Copy all lines containing the string "position" from the records below.

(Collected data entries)
────────

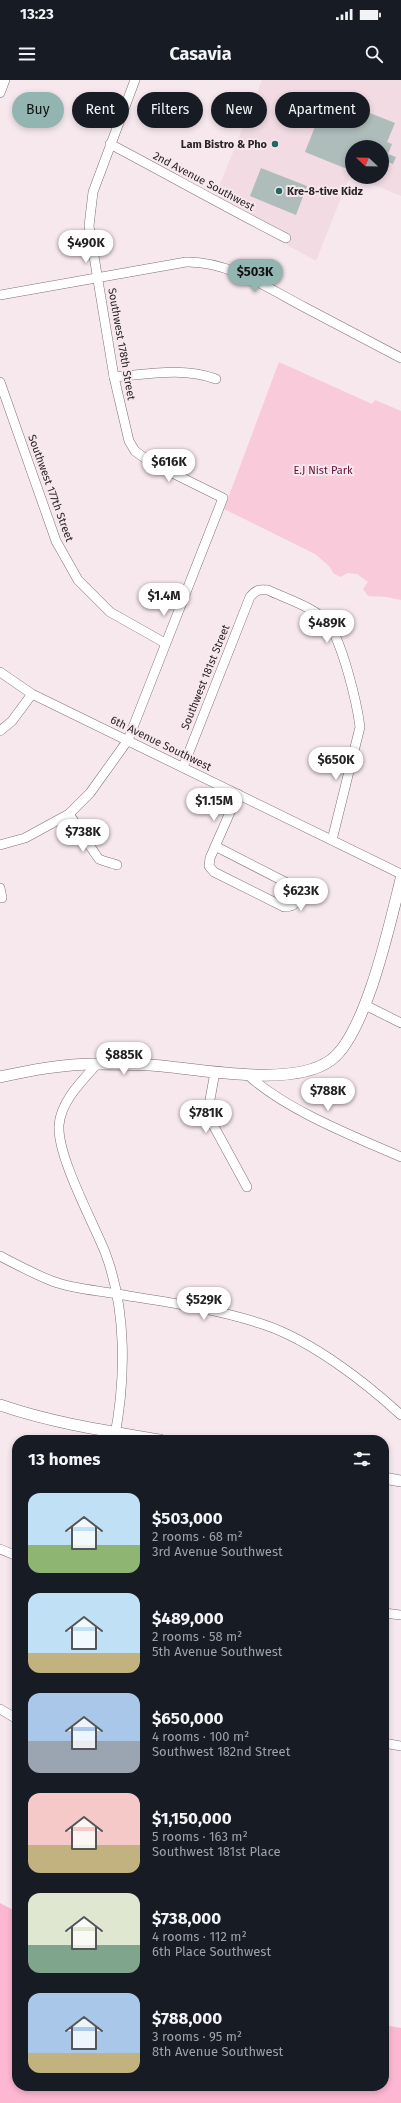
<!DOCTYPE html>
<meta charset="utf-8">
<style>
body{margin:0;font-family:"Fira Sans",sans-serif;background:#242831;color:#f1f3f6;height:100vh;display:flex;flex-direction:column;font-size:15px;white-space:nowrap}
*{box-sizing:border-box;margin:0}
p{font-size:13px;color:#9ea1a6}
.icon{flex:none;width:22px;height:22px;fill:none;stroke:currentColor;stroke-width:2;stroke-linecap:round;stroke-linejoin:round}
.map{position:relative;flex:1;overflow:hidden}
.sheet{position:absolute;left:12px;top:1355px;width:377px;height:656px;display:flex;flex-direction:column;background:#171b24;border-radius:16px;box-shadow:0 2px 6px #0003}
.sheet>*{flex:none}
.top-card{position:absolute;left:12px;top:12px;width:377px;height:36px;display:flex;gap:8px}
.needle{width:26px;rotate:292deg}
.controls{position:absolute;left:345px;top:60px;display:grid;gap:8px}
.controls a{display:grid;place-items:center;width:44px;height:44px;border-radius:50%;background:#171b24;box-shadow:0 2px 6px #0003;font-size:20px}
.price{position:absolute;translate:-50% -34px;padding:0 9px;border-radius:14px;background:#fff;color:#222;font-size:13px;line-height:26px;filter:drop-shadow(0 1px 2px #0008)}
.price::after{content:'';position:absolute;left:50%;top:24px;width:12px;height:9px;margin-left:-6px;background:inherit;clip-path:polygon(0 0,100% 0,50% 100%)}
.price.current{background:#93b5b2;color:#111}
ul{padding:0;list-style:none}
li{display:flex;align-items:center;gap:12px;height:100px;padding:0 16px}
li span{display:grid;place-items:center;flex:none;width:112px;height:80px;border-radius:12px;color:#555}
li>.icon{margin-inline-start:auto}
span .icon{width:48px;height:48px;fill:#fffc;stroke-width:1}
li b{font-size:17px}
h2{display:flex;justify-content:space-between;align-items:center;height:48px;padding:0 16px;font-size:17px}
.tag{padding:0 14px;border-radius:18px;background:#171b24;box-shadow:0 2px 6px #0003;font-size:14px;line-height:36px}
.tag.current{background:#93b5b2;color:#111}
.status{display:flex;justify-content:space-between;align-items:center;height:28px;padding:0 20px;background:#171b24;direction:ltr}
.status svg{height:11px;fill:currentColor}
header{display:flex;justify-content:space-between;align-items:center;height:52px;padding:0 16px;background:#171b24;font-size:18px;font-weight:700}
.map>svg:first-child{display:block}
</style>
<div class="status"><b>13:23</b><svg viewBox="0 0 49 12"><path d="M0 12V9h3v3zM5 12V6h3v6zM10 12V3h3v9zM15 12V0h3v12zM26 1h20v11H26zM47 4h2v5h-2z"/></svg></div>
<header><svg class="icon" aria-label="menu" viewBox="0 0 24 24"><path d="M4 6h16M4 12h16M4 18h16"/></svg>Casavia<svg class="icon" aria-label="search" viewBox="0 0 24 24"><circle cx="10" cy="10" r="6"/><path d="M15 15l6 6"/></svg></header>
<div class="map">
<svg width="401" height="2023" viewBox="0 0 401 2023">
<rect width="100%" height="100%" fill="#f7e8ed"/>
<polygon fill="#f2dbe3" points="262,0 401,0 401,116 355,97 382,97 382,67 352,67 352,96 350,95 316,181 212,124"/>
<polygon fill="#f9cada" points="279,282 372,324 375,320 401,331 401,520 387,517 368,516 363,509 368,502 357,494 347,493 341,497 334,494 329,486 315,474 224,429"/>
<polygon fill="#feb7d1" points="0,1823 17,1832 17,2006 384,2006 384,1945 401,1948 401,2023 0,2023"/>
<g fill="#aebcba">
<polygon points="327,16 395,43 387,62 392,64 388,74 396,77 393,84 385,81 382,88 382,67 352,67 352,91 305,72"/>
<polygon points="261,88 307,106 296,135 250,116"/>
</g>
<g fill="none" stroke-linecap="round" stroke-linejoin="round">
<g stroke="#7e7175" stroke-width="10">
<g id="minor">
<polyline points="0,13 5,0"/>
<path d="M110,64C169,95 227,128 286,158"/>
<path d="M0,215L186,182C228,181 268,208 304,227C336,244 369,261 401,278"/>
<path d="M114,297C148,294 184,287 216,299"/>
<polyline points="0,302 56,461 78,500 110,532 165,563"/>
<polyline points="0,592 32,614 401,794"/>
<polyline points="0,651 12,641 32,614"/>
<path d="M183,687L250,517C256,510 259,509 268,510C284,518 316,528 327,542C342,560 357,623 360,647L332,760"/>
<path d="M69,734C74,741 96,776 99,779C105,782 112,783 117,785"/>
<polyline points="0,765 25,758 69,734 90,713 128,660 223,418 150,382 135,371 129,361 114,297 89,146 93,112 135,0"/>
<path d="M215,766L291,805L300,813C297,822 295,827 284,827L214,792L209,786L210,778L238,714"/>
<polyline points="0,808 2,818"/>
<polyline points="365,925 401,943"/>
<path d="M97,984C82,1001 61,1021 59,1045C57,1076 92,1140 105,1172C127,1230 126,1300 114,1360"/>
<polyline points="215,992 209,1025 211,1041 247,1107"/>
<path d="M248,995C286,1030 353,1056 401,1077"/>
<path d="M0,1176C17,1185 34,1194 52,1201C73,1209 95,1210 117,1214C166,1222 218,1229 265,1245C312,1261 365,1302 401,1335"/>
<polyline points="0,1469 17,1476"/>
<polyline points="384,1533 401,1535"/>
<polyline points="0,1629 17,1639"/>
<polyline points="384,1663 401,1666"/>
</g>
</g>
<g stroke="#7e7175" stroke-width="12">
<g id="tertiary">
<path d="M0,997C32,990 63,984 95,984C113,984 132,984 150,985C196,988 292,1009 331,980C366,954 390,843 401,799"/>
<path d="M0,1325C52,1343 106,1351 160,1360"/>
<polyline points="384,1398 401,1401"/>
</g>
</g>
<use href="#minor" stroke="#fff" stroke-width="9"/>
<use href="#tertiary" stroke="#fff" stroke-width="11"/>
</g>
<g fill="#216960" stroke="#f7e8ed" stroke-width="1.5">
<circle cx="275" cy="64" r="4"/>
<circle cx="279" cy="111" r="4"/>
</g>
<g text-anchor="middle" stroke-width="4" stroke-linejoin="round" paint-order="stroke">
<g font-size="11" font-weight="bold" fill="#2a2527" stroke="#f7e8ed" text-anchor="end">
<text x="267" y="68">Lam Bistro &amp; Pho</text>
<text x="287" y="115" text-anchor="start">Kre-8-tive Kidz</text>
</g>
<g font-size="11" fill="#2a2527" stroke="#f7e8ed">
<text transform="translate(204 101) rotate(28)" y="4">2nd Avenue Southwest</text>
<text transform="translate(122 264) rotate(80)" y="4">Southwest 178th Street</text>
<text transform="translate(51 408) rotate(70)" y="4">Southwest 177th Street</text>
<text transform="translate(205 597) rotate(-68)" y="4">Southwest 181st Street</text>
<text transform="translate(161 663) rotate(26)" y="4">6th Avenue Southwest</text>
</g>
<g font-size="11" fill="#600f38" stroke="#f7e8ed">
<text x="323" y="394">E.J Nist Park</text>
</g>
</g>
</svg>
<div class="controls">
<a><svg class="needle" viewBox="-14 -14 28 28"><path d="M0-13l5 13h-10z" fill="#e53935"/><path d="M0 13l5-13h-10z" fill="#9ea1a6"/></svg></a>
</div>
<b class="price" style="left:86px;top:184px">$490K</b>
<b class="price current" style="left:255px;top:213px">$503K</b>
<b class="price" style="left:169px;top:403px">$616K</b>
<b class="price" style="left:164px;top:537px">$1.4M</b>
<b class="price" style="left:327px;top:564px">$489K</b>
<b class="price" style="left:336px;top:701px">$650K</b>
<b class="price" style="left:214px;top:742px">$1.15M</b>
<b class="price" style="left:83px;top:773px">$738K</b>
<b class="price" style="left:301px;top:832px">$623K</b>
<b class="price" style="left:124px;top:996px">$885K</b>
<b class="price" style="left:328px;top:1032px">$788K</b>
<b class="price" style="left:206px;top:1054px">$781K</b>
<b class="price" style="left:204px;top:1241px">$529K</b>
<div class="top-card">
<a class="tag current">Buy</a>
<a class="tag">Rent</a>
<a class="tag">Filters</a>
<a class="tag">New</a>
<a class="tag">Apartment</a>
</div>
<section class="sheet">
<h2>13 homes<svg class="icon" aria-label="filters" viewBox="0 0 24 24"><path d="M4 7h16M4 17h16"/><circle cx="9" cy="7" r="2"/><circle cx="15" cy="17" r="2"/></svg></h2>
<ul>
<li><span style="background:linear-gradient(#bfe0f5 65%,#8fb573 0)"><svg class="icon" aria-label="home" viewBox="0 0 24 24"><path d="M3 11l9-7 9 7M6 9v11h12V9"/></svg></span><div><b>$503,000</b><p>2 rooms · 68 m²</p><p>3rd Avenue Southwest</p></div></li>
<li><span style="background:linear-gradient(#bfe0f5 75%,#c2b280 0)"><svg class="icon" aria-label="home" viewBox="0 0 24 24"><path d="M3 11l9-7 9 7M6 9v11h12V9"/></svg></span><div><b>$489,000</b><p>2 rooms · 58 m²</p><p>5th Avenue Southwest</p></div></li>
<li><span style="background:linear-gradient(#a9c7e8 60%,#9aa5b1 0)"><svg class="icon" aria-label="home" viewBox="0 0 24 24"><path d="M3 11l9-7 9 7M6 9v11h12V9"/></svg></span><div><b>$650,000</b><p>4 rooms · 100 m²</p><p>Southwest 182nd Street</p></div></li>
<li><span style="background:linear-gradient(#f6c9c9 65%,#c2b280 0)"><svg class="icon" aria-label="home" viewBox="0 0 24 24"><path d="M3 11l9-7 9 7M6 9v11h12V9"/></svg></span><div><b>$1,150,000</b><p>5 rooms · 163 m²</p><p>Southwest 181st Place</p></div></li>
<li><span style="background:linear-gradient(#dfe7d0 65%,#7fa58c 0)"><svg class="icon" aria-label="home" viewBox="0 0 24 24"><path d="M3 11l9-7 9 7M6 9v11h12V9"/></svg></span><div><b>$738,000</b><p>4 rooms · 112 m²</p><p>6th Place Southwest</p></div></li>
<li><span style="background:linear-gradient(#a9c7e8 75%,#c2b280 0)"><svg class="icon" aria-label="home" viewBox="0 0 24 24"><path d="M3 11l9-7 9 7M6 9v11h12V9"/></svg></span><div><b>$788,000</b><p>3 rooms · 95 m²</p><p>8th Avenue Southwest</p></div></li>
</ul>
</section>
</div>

────────

Solution to this task:
.map{position:relative;flex:1;overflow:hidden}
.sheet{position:absolute;left:12px;top:1355px;width:377px;height:656px;display:flex;flex-direction:column;background:#171b24;border-radius:16px;box-shadow:0 2px 6px #0003}
.top-card{position:absolute;left:12px;top:12px;width:377px;height:36px;display:flex;gap:8px}
.controls{position:absolute;left:345px;top:60px;display:grid;gap:8px}
.price{position:absolute;translate:-50% -34px;padding:0 9px;border-radius:14px;background:#fff;color:#222;font-size:13px;line-height:26px;filter:drop-shadow(0 1px 2px #0008)}
.price::after{content:'';position:absolute;left:50%;top:24px;width:12px;height:9px;margin-left:-6px;background:inherit;clip-path:polygon(0 0,100% 0,50% 100%)}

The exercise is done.